_WORK TASK_
Will you give every entry again exactly as it stands?

[Saved entries]

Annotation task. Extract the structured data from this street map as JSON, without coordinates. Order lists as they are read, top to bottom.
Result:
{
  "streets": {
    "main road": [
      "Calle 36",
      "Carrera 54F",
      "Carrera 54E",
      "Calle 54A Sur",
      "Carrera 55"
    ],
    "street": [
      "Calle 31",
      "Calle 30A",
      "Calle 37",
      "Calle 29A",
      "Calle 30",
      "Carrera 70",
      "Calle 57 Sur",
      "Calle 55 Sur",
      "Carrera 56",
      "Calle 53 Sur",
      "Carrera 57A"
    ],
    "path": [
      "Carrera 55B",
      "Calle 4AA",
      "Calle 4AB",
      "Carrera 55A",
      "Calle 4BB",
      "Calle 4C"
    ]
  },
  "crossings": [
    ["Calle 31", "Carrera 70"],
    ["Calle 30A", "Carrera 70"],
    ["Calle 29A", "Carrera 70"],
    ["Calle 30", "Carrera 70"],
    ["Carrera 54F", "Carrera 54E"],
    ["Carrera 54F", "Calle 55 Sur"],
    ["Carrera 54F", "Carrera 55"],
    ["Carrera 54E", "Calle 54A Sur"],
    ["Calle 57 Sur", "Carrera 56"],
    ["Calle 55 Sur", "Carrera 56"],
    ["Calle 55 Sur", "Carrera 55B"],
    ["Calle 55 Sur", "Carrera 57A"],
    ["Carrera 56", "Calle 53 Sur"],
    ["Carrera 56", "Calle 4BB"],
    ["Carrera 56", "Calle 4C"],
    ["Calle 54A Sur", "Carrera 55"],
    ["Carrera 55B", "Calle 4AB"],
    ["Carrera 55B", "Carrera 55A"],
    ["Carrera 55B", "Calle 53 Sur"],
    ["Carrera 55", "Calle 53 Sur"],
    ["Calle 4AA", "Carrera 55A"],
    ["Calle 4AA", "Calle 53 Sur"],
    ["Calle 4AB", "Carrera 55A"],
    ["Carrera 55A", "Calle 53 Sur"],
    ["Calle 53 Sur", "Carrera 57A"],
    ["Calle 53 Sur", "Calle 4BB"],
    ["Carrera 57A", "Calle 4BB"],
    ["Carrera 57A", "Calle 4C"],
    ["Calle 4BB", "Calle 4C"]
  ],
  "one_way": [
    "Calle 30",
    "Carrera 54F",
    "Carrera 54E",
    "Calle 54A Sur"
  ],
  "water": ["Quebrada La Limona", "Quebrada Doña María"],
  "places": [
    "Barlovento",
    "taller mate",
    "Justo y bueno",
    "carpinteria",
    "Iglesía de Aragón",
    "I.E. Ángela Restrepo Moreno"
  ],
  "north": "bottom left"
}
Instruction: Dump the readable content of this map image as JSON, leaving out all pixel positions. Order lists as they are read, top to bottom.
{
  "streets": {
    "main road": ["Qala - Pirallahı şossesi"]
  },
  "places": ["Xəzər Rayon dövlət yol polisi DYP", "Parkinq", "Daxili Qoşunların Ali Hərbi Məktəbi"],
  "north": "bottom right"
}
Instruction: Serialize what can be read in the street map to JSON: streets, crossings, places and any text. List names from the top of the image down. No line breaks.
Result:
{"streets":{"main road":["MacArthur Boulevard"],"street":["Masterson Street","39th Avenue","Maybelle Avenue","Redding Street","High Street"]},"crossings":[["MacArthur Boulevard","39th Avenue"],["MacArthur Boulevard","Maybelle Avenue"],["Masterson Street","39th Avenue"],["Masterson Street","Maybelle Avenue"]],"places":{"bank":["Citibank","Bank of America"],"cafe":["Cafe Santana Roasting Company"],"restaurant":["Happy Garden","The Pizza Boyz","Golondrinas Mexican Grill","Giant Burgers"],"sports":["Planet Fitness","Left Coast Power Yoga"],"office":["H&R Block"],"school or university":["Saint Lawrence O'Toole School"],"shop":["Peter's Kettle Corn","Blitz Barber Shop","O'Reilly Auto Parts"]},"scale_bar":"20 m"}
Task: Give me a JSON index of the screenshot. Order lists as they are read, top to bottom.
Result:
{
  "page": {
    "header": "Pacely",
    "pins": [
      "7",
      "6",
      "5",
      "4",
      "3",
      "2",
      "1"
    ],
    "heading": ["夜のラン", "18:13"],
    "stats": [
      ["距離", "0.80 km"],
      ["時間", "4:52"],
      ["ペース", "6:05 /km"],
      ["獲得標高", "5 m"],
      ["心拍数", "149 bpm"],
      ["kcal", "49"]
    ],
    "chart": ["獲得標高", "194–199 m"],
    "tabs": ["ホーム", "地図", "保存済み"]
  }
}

_FINAL ANSWER_
Annotation task. Extract the structured data from this street map as JSON, without coordinates. Order lists as they are read, top to bottom.
Result:
{
  "streets": {
    "main road": [
      "Calle 36",
      "Carrera 54F",
      "Carrera 54E",
      "Calle 54A Sur",
      "Carrera 55"
    ],
    "street": [
      "Calle 31",
      "Calle 30A",
      "Calle 37",
      "Calle 29A",
      "Calle 30",
      "Carrera 70",
      "Calle 57 Sur",
      "Calle 55 Sur",
      "Carrera 56",
      "Calle 53 Sur",
      "Carrera 57A"
    ],
    "path": [
      "Carrera 55B",
      "Calle 4AA",
      "Calle 4AB",
      "Carrera 55A",
      "Calle 4BB",
      "Calle 4C"
    ]
  },
  "crossings": [
    ["Calle 31", "Carrera 70"],
    ["Calle 30A", "Carrera 70"],
    ["Calle 29A", "Carrera 70"],
    ["Calle 30", "Carrera 70"],
    ["Carrera 54F", "Carrera 54E"],
    ["Carrera 54F", "Calle 55 Sur"],
    ["Carrera 54F", "Carrera 55"],
    ["Carrera 54E", "Calle 54A Sur"],
    ["Calle 57 Sur", "Carrera 56"],
    ["Calle 55 Sur", "Carrera 56"],
    ["Calle 55 Sur", "Carrera 55B"],
    ["Calle 55 Sur", "Carrera 57A"],
    ["Carrera 56", "Calle 53 Sur"],
    ["Carrera 56", "Calle 4BB"],
    ["Carrera 56", "Calle 4C"],
    ["Calle 54A Sur", "Carrera 55"],
    ["Carrera 55B", "Calle 4AB"],
    ["Carrera 55B", "Carrera 55A"],
    ["Carrera 55B", "Calle 53 Sur"],
    ["Carrera 55", "Calle 53 Sur"],
    ["Calle 4AA", "Carrera 55A"],
    ["Calle 4AA", "Calle 53 Sur"],
    ["Calle 4AB", "Carrera 55A"],
    ["Carrera 55A", "Calle 53 Sur"],
    ["Calle 53 Sur", "Carrera 57A"],
    ["Calle 53 Sur", "Calle 4BB"],
    ["Carrera 57A", "Calle 4BB"],
    ["Carrera 57A", "Calle 4C"],
    ["Calle 4BB", "Calle 4C"]
  ],
  "one_way": [
    "Calle 30",
    "Carrera 54F",
    "Carrera 54E",
    "Calle 54A Sur"
  ],
  "water": ["Quebrada La Limona", "Quebrada Doña María"],
  "places": [
    "Barlovento",
    "taller mate",
    "Justo y bueno",
    "carpinteria",
    "Iglesía de Aragón",
    "I.E. Ángela Restrepo Moreno"
  ],
  "north": "bottom left"
}
Instruction: Dump the readable content of this map image as JSON, leaving out all pixel positions. Order lists as they are read, top to bottom.
{
  "streets": {
    "main road": ["Qala - Pirallahı şossesi"]
  },
  "places": ["Xəzər Rayon dövlət yol polisi DYP", "Parkinq", "Daxili Qoşunların Ali Hərbi Məktəbi"],
  "north": "bottom right"
}
Instruction: Serialize what can be read in the street map to JSON: streets, crossings, places and any text. List names from the top of the image down. No line breaks.
Result:
{"streets":{"main road":["MacArthur Boulevard"],"street":["Masterson Street","39th Avenue","Maybelle Avenue","Redding Street","High Street"]},"crossings":[["MacArthur Boulevard","39th Avenue"],["MacArthur Boulevard","Maybelle Avenue"],["Masterson Street","39th Avenue"],["Masterson Street","Maybelle Avenue"]],"places":{"bank":["Citibank","Bank of America"],"cafe":["Cafe Santana Roasting Company"],"restaurant":["Happy Garden","The Pizza Boyz","Golondrinas Mexican Grill","Giant Burgers"],"sports":["Planet Fitness","Left Coast Power Yoga"],"office":["H&R Block"],"school or university":["Saint Lawrence O'Toole School"],"shop":["Peter's Kettle Corn","Blitz Barber Shop","O'Reilly Auto Parts"]},"scale_bar":"20 m"}
Task: Give me a JSON index of the screenshot. Order lists as they are read, top to bottom.
Result:
{
  "page": {
    "header": "Pacely",
    "pins": [
      "7",
      "6",
      "5",
      "4",
      "3",
      "2",
      "1"
    ],
    "heading": ["夜のラン", "18:13"],
    "stats": [
      ["距離", "0.80 km"],
      ["時間", "4:52"],
      ["ペース", "6:05 /km"],
      ["獲得標高", "5 m"],
      ["心拍数", "149 bpm"],
      ["kcal", "49"]
    ],
    "chart": ["獲得標高", "194–199 m"],
    "tabs": ["ホーム", "地図", "保存済み"]
  }
}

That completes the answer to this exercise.